◆ Exercise data
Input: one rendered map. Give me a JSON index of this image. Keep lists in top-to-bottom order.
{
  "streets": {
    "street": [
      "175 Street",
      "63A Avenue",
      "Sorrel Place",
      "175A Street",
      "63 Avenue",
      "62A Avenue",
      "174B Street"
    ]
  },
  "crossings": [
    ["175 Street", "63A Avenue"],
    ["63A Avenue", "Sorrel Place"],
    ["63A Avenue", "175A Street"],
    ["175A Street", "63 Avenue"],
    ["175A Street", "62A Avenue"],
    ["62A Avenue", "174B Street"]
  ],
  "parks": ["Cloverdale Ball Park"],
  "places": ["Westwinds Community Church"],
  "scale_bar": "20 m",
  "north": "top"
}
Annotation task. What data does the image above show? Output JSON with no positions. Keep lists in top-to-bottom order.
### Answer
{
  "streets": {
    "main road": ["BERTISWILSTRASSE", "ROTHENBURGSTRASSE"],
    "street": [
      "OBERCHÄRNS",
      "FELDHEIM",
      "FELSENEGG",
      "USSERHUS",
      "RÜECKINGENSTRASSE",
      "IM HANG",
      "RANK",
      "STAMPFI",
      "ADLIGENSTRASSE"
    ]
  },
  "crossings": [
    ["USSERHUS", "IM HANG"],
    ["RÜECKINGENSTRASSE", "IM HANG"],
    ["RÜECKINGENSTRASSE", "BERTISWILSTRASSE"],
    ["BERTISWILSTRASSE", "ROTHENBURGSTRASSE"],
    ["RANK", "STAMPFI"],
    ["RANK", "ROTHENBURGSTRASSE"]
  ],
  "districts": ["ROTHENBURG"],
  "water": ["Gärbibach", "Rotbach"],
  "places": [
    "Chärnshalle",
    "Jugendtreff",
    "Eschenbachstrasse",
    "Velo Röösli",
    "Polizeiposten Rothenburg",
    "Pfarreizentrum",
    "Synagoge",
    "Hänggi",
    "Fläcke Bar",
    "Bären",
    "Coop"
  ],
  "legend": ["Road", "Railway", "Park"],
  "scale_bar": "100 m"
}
--
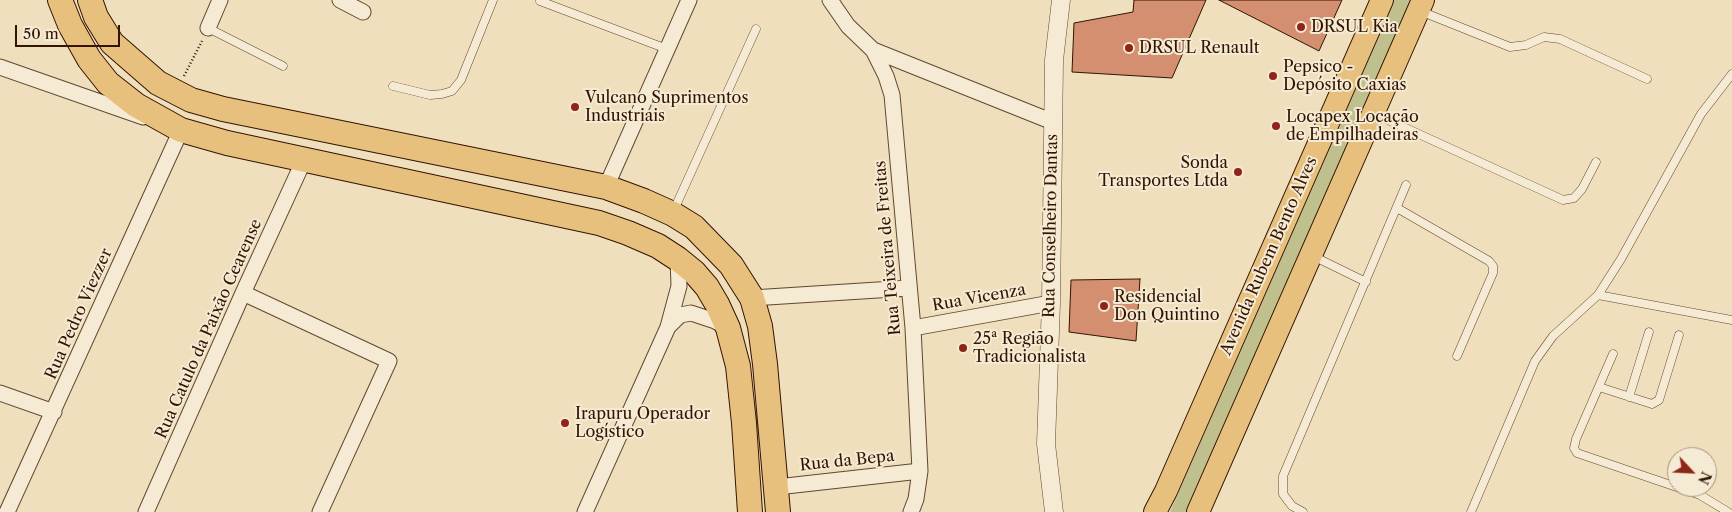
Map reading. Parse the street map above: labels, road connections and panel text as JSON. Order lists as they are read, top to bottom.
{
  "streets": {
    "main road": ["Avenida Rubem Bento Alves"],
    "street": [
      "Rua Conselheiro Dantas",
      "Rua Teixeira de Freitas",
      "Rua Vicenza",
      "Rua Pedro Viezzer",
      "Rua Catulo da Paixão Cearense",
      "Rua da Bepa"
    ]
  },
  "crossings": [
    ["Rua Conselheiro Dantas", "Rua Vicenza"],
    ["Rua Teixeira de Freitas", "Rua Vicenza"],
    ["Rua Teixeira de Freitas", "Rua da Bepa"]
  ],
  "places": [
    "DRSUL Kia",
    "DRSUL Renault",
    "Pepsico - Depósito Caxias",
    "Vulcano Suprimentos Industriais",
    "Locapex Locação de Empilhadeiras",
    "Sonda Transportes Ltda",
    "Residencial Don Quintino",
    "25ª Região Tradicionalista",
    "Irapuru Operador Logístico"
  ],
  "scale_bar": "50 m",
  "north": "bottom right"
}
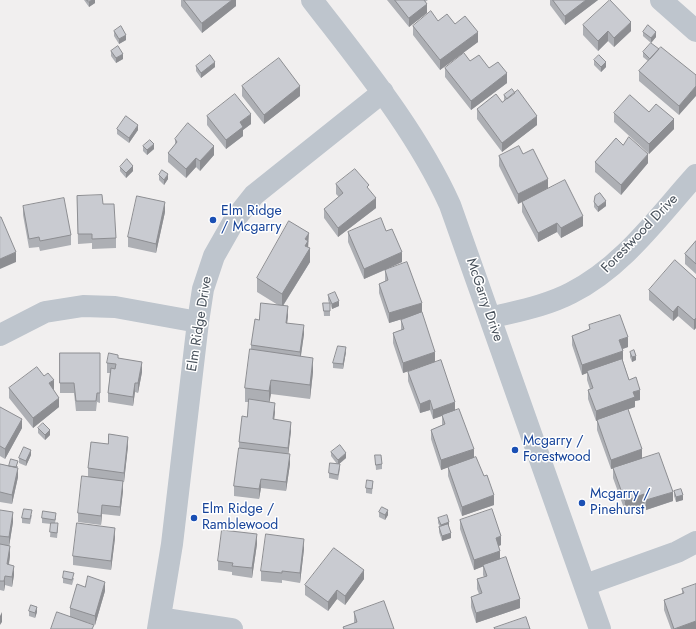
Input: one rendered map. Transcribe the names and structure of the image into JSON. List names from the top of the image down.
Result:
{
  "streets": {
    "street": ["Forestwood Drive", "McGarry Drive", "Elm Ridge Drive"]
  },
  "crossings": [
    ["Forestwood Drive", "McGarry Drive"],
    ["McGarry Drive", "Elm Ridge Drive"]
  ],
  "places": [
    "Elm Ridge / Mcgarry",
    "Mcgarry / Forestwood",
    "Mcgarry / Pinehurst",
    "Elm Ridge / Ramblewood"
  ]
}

◆ Task to carry out
What you give back must be the stretch above, starting at the line with "Input: one rendered map. Give" and ending at the line with "Annotation task. What", copied exactly.

◆ Problem solution
Input: one rendered map. Give me a JSON index of this image. Keep lists in top-to-bottom order.
{
  "streets": {
    "street": [
      "175 Street",
      "63A Avenue",
      "Sorrel Place",
      "175A Street",
      "63 Avenue",
      "62A Avenue",
      "174B Street"
    ]
  },
  "crossings": [
    ["175 Street", "63A Avenue"],
    ["63A Avenue", "Sorrel Place"],
    ["63A Avenue", "175A Street"],
    ["175A Street", "63 Avenue"],
    ["175A Street", "62A Avenue"],
    ["62A Avenue", "174B Street"]
  ],
  "parks": ["Cloverdale Ball Park"],
  "places": ["Westwinds Community Church"],
  "scale_bar": "20 m",
  "north": "top"
}
Annotation task. What data does the image above show? Output JSON with no positions. Keep lists in top-to-bottom order.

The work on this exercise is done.